Public swimming pool in Pittsburgh, Pennsylvania

The Oliver Bath House is located at 38 S 10th Street in the South Side Flats neighborhood of Pittsburgh, Pennsylvania. Built in 1915 in the Tudor Revival and Gothic Collegiate architectural style, the building today serves as a public swimming pool.

== History ==
The first plans for the bath house began in March 1903 with Henry W. Oliver. Oliver was an Irish immigrant who served in the Civil War fighting for the Union. Following the war, Oliver became a wealthy Pittsburgh based industrialist with stakes in the Iron, Coal, Steel, Tin, and Railroad industries. In 1903 he had his nephew, John C. Oliver, deliver a letter to the Select Council of the City of Pittsburgh. This letter stated the desire of the people in the South Side neighborhood for a public bath house, and Oliver promised to deed land to the city and provide a monetary gift in order to create a bath house that would be free for the people to use forever. The gift ended up being around $100,000 in the form of stock in the Consolidated Coal Company, later the Pittsburgh Coal Company.
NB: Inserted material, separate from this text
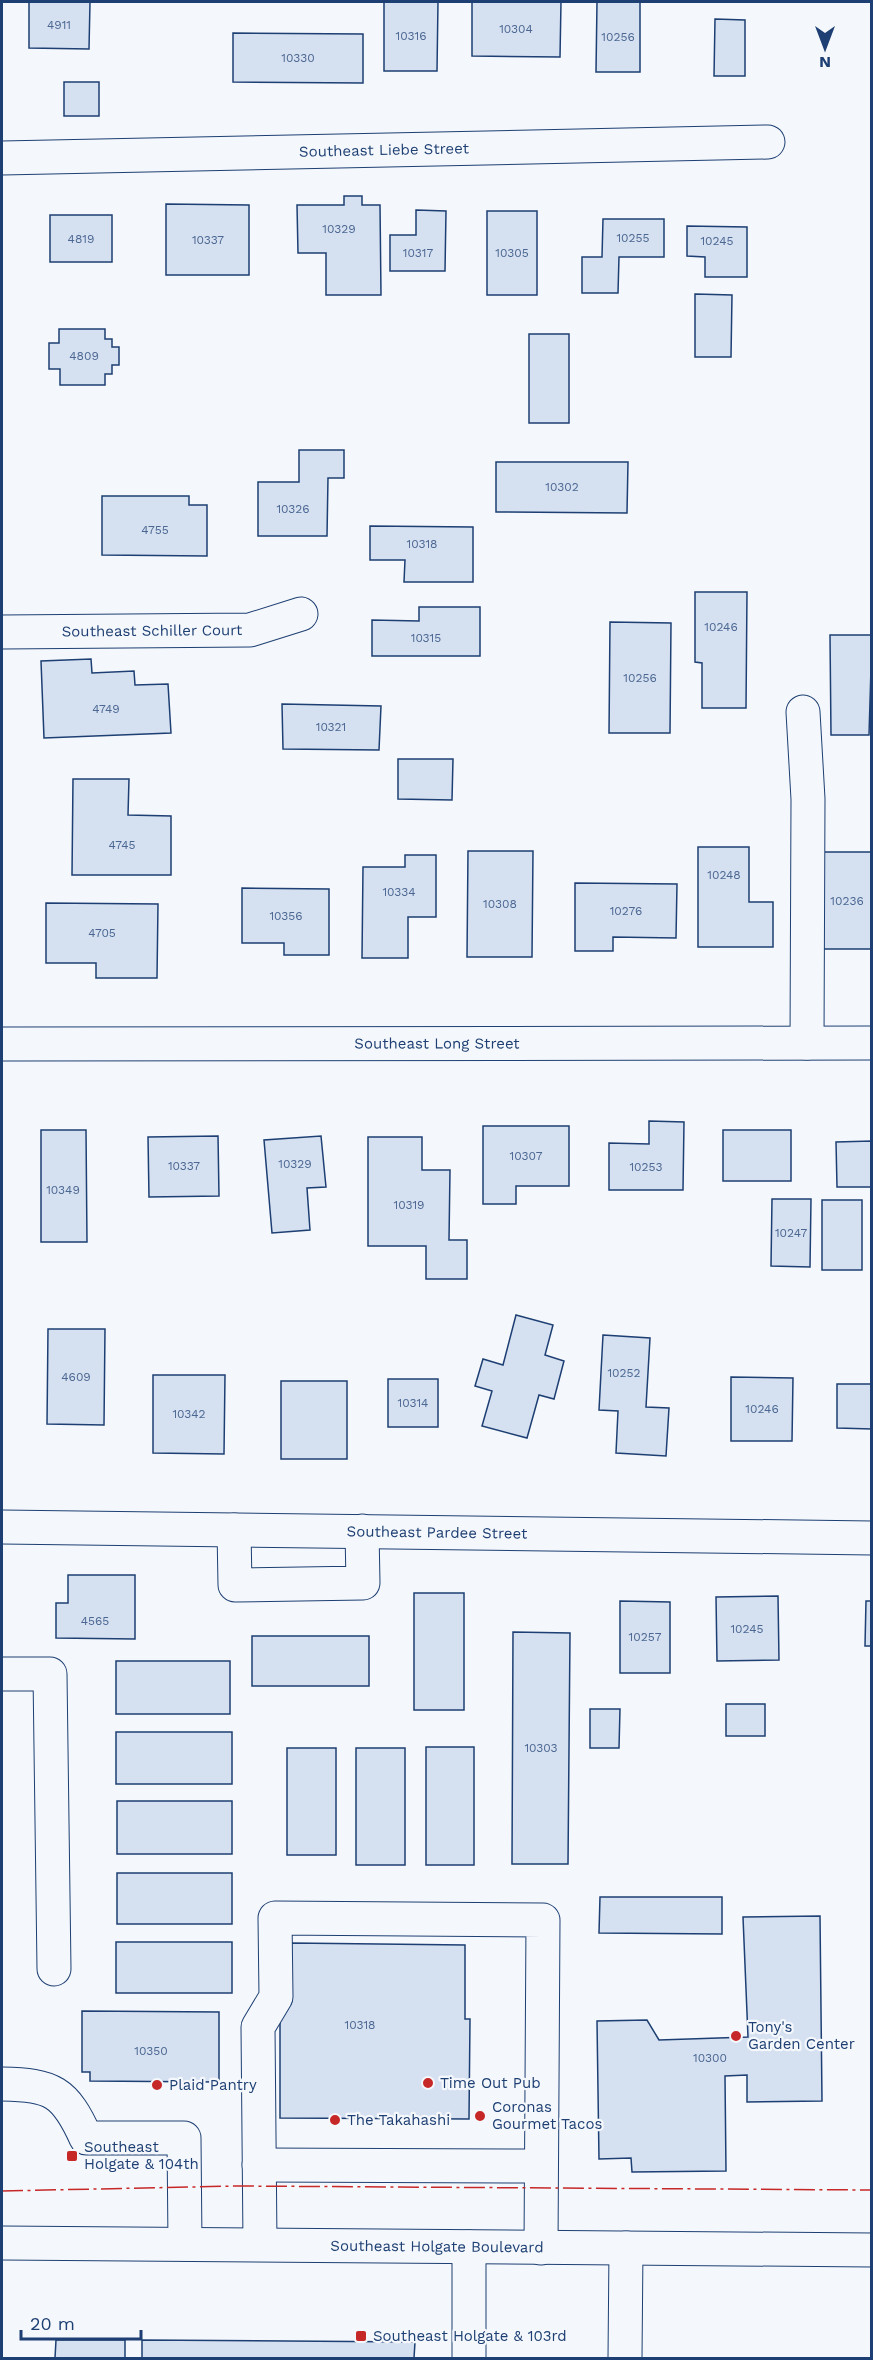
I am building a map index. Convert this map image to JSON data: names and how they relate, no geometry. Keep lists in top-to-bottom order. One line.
{"streets":{"street":["Southeast Liebe Street","Southeast Schiller Court","Southeast Long Street","Southeast Pardee Street","Southeast Holgate Boulevard"]},"places":{"other":["Tony's Garden Center","Time Out Pub","Plaid Pantry","Coronas Gourmet Tacos","The Takahashi"],"transit":["Southeast Holgate & 104th","Southeast Holgate & 103rd"]},"house_numbers":["4911","10304","10316","10256","10330","10329","10255","4819","10337","10245","10317","10305","4809","10302","10326","4755","10318","10246","10315","10256","4749","10321","4745","10248","10334","10236","10308","10276","10356","4705","10307","10329","10337","10253","10349","10319","10247","10252","4609","10314","10246","10342","4565","10245","10257","10303","10318","10350","10300"],"scale_bar":"20 m","north":"bottom"}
When Oliver announced his plan for constructing and gifting the bath house to the city, there were only 99 public bath houses in the United States. Initial plans for the design of the building were done by architect Daniel Burnham. However, Oliver's death in February 1904 caused the project to be delayed for over a decade. The final architectural plans were completed in 1913 by MacClure and Spahr. Both Oliver's Widow, Edith Anne Oliver, and his daughter, Edith Oliver Rea, signed off on the project in the same year. By June 8 of 1914 the building contract was awarded and construction began soon after. The bath house was deeded to Pittsburgh in May 1915, and the public opening ceremony was held in June of the same year. It was initially called the South Side Bath House, but was later changed to the Oliver Bath House in Henry Oliver's memory.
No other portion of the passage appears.